Task to complete:
Where does the string "Susques" appear in the material? Copy each line that holds it.

Exercise materials:
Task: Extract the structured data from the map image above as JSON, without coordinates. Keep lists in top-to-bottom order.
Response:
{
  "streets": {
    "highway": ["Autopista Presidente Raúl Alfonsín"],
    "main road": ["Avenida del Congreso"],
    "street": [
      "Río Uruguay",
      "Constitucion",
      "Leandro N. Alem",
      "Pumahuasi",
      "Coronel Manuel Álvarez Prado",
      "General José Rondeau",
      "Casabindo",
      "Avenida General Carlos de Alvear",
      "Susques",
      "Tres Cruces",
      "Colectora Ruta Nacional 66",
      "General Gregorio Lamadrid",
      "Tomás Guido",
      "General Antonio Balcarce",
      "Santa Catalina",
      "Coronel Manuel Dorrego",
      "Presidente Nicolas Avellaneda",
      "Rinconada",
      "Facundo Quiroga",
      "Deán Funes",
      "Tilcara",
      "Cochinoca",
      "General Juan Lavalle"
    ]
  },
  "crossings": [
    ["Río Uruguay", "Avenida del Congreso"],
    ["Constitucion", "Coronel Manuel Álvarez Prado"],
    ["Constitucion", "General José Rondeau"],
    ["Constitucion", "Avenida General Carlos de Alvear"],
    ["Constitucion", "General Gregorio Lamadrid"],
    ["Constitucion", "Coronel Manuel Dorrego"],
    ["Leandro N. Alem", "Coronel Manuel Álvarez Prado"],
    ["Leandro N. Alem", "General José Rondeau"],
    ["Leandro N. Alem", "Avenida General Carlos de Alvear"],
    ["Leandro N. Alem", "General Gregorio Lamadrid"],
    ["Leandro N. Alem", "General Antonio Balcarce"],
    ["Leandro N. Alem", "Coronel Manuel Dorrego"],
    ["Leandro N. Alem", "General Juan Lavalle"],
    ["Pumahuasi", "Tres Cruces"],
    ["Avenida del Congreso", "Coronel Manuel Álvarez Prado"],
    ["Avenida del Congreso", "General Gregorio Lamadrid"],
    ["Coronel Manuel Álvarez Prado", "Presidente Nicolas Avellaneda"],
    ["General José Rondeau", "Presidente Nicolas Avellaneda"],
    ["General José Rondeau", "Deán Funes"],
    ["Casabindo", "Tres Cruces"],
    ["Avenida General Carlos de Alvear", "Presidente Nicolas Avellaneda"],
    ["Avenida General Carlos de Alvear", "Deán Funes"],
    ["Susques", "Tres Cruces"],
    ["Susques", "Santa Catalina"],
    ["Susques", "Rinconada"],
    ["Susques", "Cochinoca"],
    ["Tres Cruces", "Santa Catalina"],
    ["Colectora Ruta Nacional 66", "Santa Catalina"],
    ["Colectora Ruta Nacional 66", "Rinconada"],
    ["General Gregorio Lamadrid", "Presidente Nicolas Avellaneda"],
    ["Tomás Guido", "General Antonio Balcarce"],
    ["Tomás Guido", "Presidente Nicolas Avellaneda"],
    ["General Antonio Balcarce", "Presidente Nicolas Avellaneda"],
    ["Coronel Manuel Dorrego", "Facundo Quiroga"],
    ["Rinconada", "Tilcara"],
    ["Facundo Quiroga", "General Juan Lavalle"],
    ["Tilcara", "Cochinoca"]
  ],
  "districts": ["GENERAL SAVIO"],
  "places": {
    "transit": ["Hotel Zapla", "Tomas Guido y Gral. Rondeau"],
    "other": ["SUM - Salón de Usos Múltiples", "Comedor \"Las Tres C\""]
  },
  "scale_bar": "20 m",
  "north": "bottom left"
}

Task response:
      "Susques",
    ["Susques", "Tres Cruces"],
    ["Susques", "Santa Catalina"],
    ["Susques", "Rinconada"],
    ["Susques", "Cochinoca"],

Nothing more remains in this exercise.